• WORK TASK: Go through the data below and transcribe it exactly. Omit the images.

==== GIVEN MATERIAL

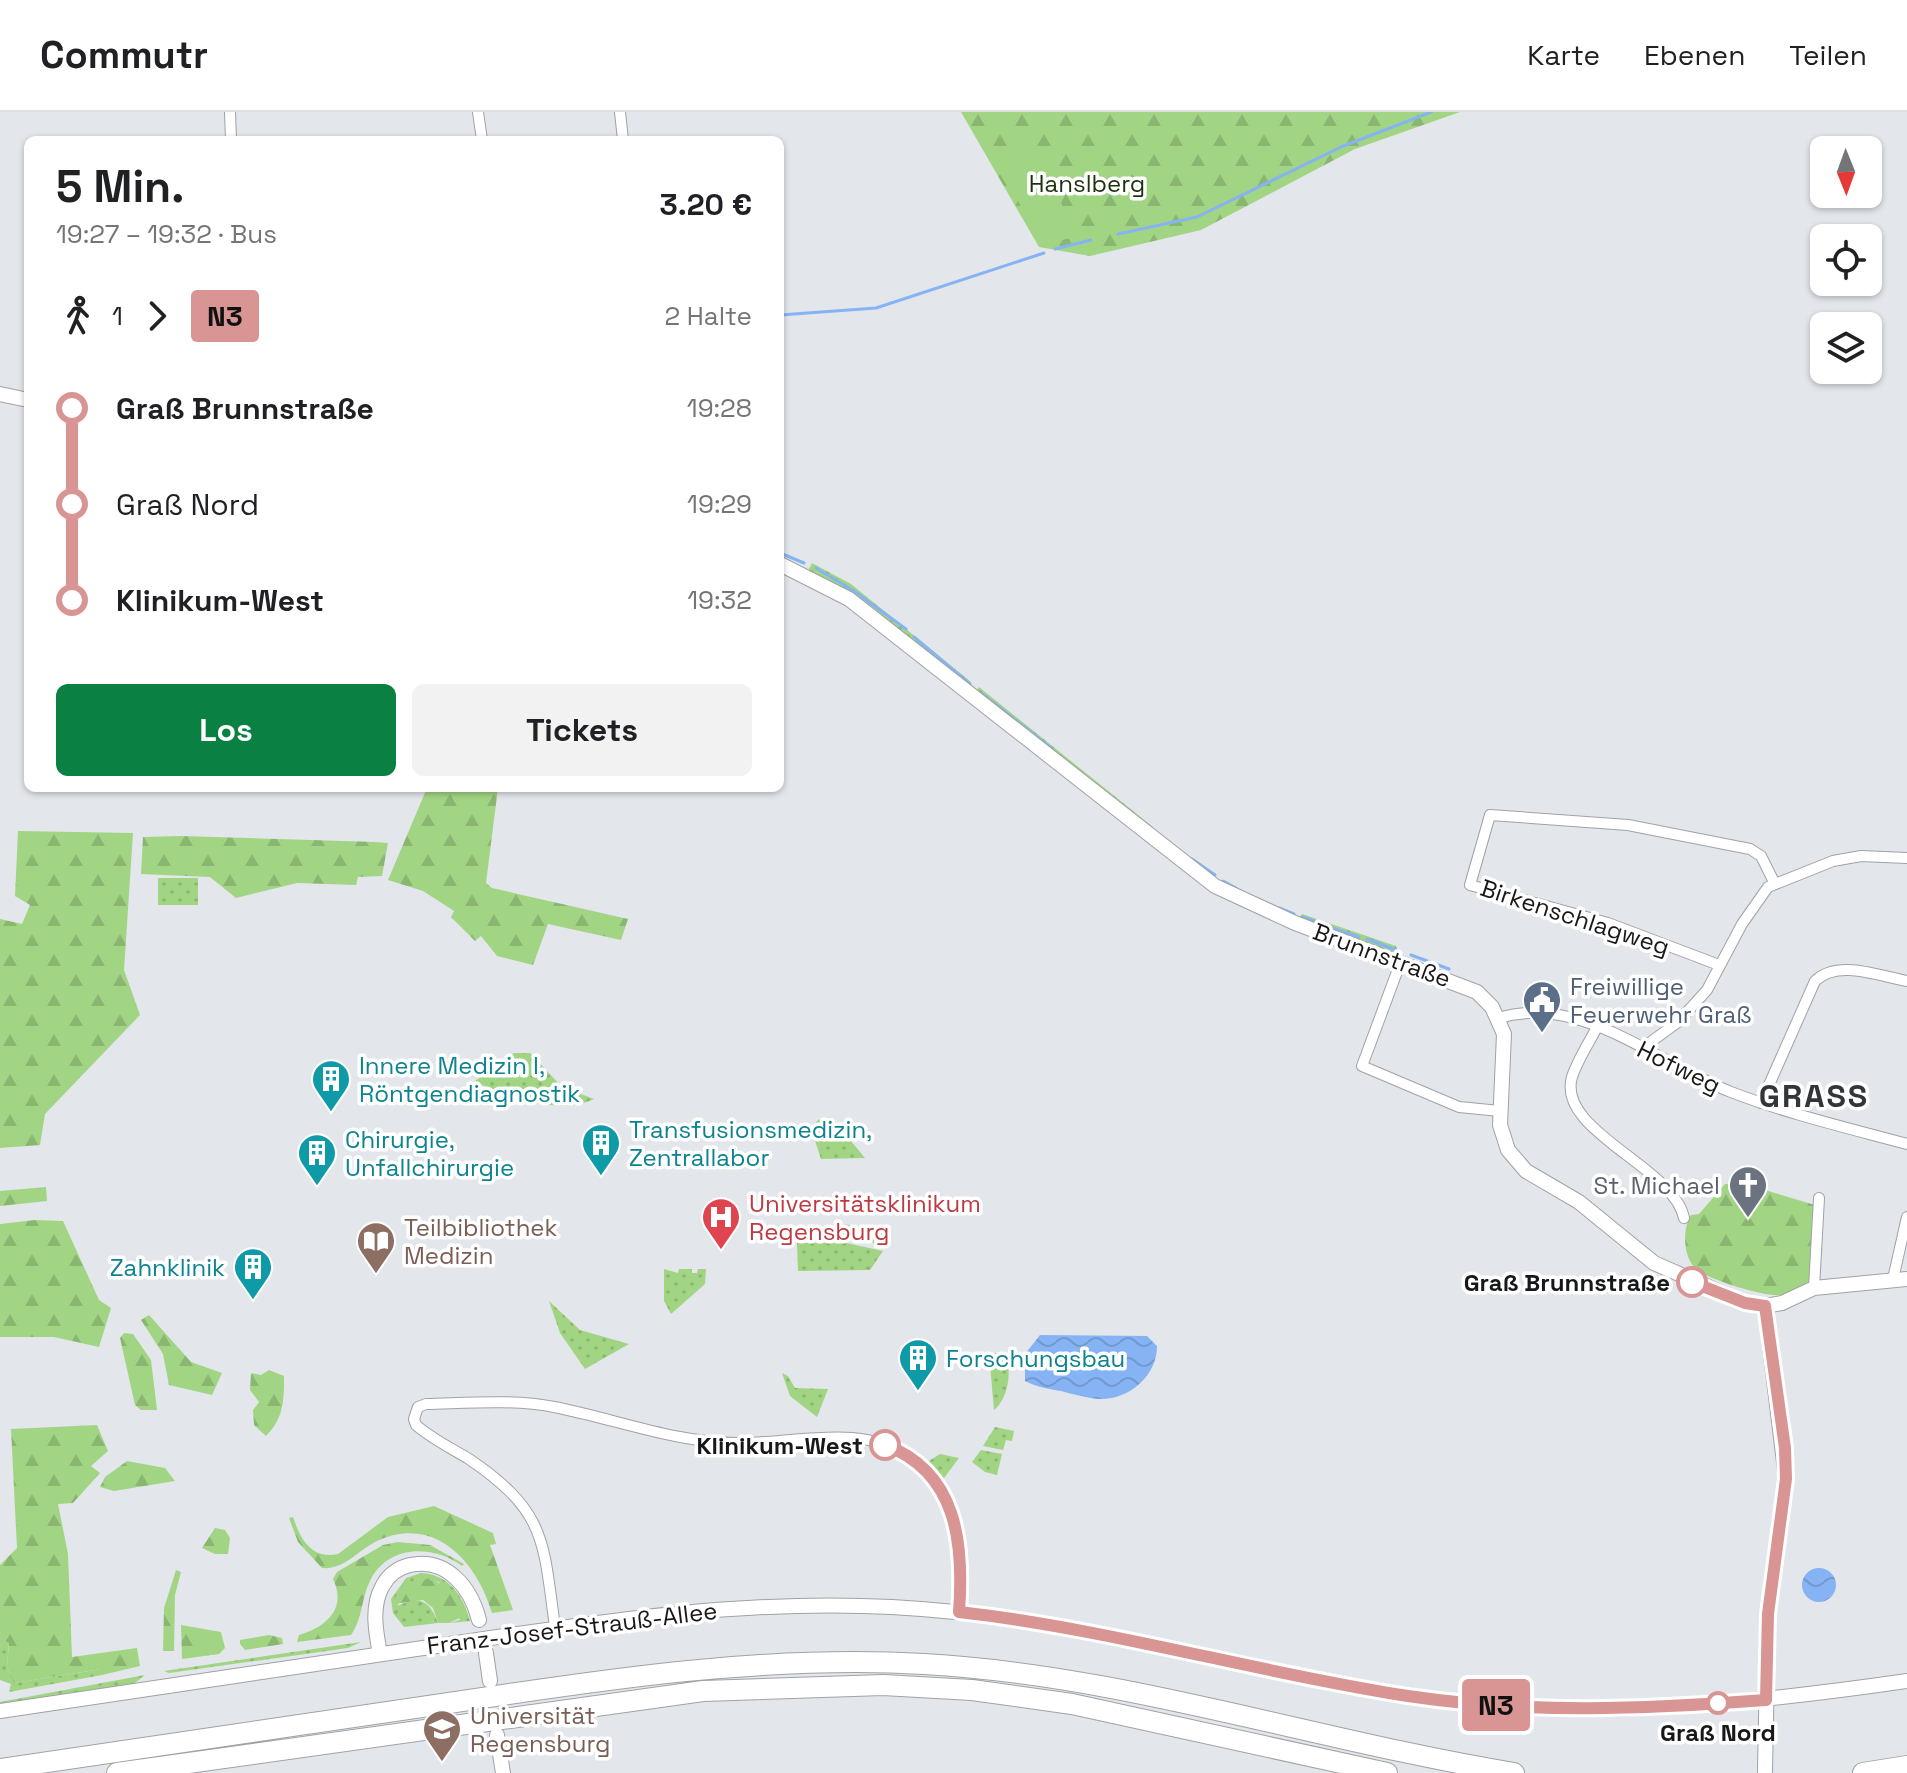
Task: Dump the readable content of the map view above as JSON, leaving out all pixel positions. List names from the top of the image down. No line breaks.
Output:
{"streets":{"street":["Birkenschlagweg","Brunnstraße","Hofweg","Franz-Josef-Strauß-Allee"]},"crossings":[["Brunnstraße","Hofweg"]],"districts":["GRASS"],"parks":["Hanslberg"],"places":{"public building":["Freiwillige Feuerwehr Graß"],"building":["Innere Medizin I, Röntgendiagnostik","Transfusionsmedizin, Zentrallabor","Chirurgie, Unfallchirurgie","Zahnklinik","Forschungsbau"],"church":["St. Michael"],"hospital":["Universitätsklinikum Regensburg"],"library":["Teilbibliothek Medizin"],"other":["Graß Brunnstraße","Klinikum-West","Graß Nord"],"school or university":["Universität Regensburg"]},"lines":["bus line N3"],"north":"bottom","page":{"header":"Commutr","nav":["Karte","Ebenen","Teilen"],"on_map":"N3","heading":["5 Min.","19:27 – 19:32 · Bus","3.20 €"],"legs":["1","N3","2 Halte"],"list":[{"name":"Graß Brunnstraße","value":"19:28"},{"name":"Graß Nord","value":"19:29"},{"name":"Klinikum-West","value":"19:32"}],"buttons":["Los","Tickets"]}}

========

• WRITTEN SOLUTION:
Task: Dump the readable content of the map view above as JSON, leaving out all pixel positions. List names from the top of the image down. No line breaks.
Output:
{"streets":{"street":["Birkenschlagweg","Brunnstraße","Hofweg","Franz-Josef-Strauß-Allee"]},"crossings":[["Brunnstraße","Hofweg"]],"districts":["GRASS"],"parks":["Hanslberg"],"places":{"public building":["Freiwillige Feuerwehr Graß"],"building":["Innere Medizin I, Röntgendiagnostik","Transfusionsmedizin, Zentrallabor","Chirurgie, Unfallchirurgie","Zahnklinik","Forschungsbau"],"church":["St. Michael"],"hospital":["Universitätsklinikum Regensburg"],"library":["Teilbibliothek Medizin"],"other":["Graß Brunnstraße","Klinikum-West","Graß Nord"],"school or university":["Universität Regensburg"]},"lines":["bus line N3"],"north":"bottom","page":{"header":"Commutr","nav":["Karte","Ebenen","Teilen"],"on_map":"N3","heading":["5 Min.","19:27 – 19:32 · Bus","3.20 €"],"legs":["1","N3","2 Halte"],"list":[{"name":"Graß Brunnstraße","value":"19:28"},{"name":"Graß Nord","value":"19:29"},{"name":"Klinikum-West","value":"19:32"}],"buttons":["Los","Tickets"]}}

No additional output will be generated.